At the Library Meeting last week, HOWLS handed out a flyer with all the reasons why a library run by volunteers is not as good as a library run by professionals. I thought it was worthwhile going through the points here.
The first thing is that Librarian is a professional qualification, equivalent to a degree. There's a lot more to it than tidying the shelves and stamping books. Volunteers can be helpful, but a library needs professional staff to run it.
Librarians know all sorts of things about the local community that are best kept confidential. Hand over the service to volunteers, no matter how well-meaning.... and what could possibly go wrong?
That's if enough volunteers can be found to keep the library open long term. Many voluntary projects start with loads of eager volunteers - but come back a year later and there will be only a few left, doing more and more of the work.
And even volunteers cost money - they need to be trained when they start, and there are admin costs and so on.
At present, all the branch libraries and all the libraries in bigger towns are part of one organisation. This would not be the case with a volunteer-run library, which would be operating on its own, leading to wildly differing levels of service across the county.
And what about services like inter-library loans? What happens to them? At the moment, someone doing research on a subject in Hay can ask for books to be sent specially - would they be able to do this in a volunteer-run library?
And, we pay for this already, through our council tax. Why should residents be expected to pay for a service, and then volunteer to run the service for nothing?
Also given out at the meeting was a leaflet about CarnegieUK. Andrew Carnegie was a 19th century philanthropist who decided to use his fortune to provide libraries across the UK and the US. If you look around in many towns, you will see his name carved into the front of libraries, or buildings which used to be libraries.
Andrew Carnegie believed in giving people the opportunity to better themselves by providing them with books, and the Trust carries on that aim.
The leaflet points out that libraries give people access to literature, music, film and theatre that they would not otherwise be able to enjoy. Libraries lend CDs and DVDs as well as books, these days. Libraries widen peoples' horizons - at college, our Gilbert and Sullivan Society were only able to put on a performance of Iolanthe because we could borrow the scripts and music from the central library, for instance.

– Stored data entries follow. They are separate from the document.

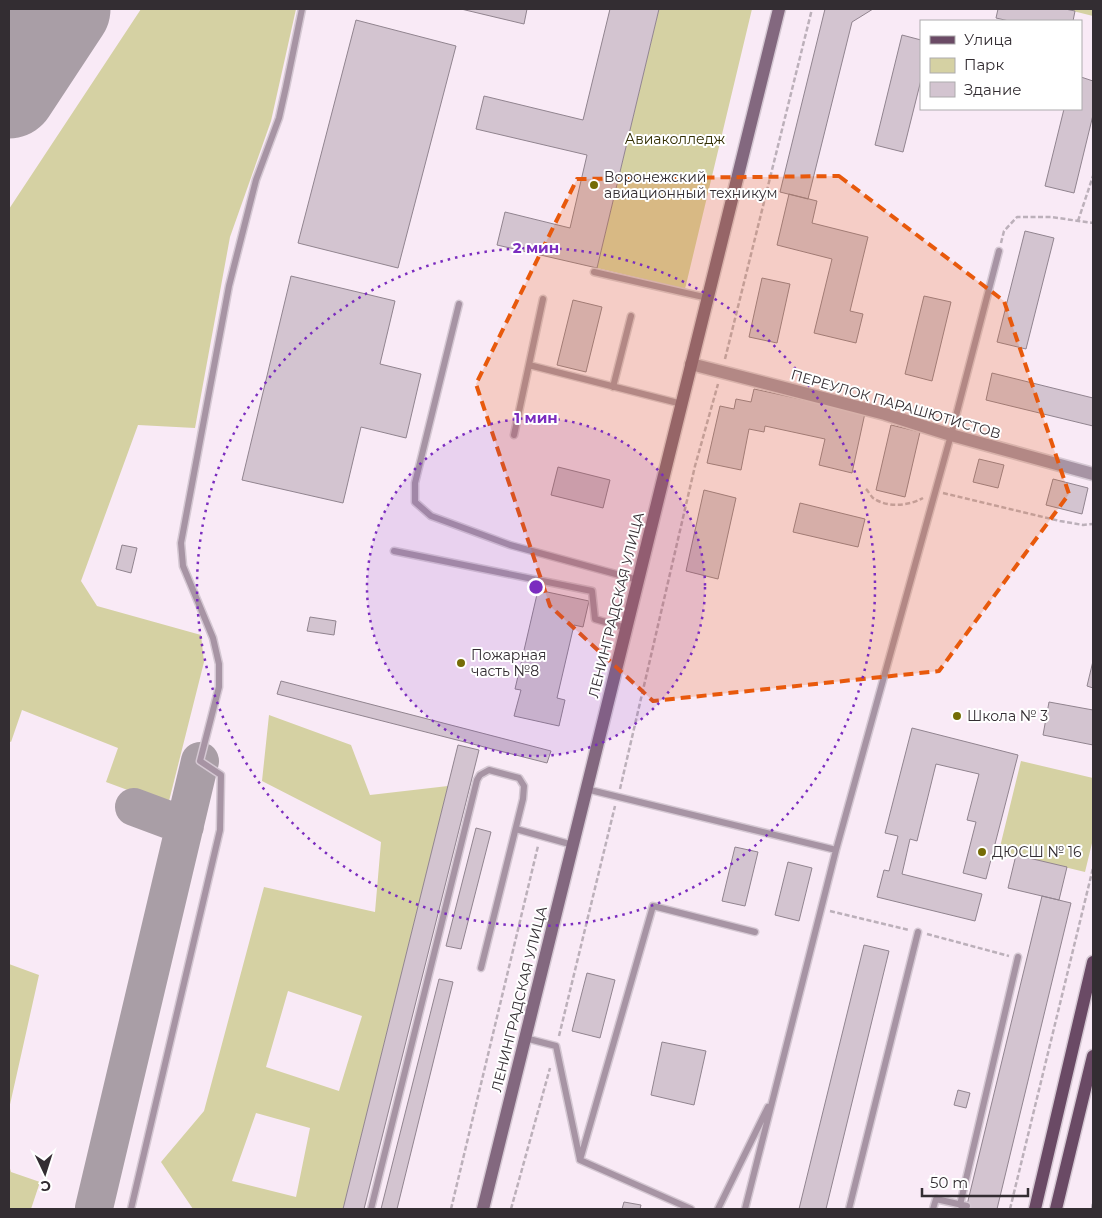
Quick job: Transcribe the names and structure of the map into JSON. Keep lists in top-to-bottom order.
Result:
{
  "streets": {
    "main road": ["ЛЕНИНГРАДСКАЯ УЛИЦА"],
    "street": ["ПЕРЕУЛОК ПАРАШЮТИСТОВ"]
  },
  "crossings": [
    ["ПЕРЕУЛОК ПАРАШЮТИСТОВ", "ЛЕНИНГРАДСКАЯ УЛИЦА"]
  ],
  "parks": ["Авиаколледж"],
  "places": [
    "Воронежский авиационный техникум",
    "Пожарная часть №8",
    "Школа № 3",
    "ДЮСШ № 16"
  ],
  "legend": ["Улица", "Парк", "Здание"],
  "scale_bar": "50 m",
  "north": "bottom",
  "rings": ["2 мин", "1 мин"]
}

Libraries help job seekers. Libraries now have computers for the public to use, and this can be essential to jobless people who do not have their own computers - more and more job seeking has to be done online. And libraries contain books about craft skills and DIY and budgeting and how to start a new business, enabling people on a low income to help themselves without spending money they haven't got.
Libraries are one of the few public spaces left that are free for everyone to enter. They help with social isolation, an increasing problem in modern society, and can provide a point of access to a variety of public services.
Remember Library Plus? It was supposed to be a replacement for the County Council office we used to have in the Council Chambers, where you could go to pay your council tax and get in touch with County Council departments to deal with problems. It withered away pretty quickly but libraries could be used to provide services like that - as long as they have a sound proof room for using the phone this time!
And of course, I haven't even mentioned children using the library yet. When I was a child, I practically lived in my local branch library. I had my own coat peg in the staff room, and was a volunteer shelf tidier aged eleven! There is no way my family could have provided all the books I read as a child without access to a public library, even though there was a reasonably good library at school. I want to see that continuing for today's children.
Subscribe to:
Post Comments (Atom)
5 comments:
Fantastic!
Volunteers can have a Confidentiality Agreement and thus be as safe with such information as any paid member of staff.
Librarians are not indispensable. We are now living in 2017 & not the 1960's. Times have happily changed & we should embrace different ways of delivering services.
So, Anonymous, you're happy to exchange trained professionals for volunteers for libraries. What else would you be happy to have volunteers doing instead of professionals? This "different way of delivering services" is a much worse way of delivering services and is unsustainable in the long term.
We are talking about libraries here! I suspect you have little experience of the often excellent and inspirational voluntary sector.
I have nothing against volunteers - but this is asking volunteers to take over a statutory obligation on the part of the County Council, which they (and we) are already paying for through our taxes. And it is also saying to those volunteers that if they don't do it, they won't have a service at all.
I would love it if volunteers were able to do inspirational work that they really enjoyed - but all too often they are being brought in to prop up things that should be paid for and done by professionals, as cheap labour, and there is no time for them to do the things they really enjoy.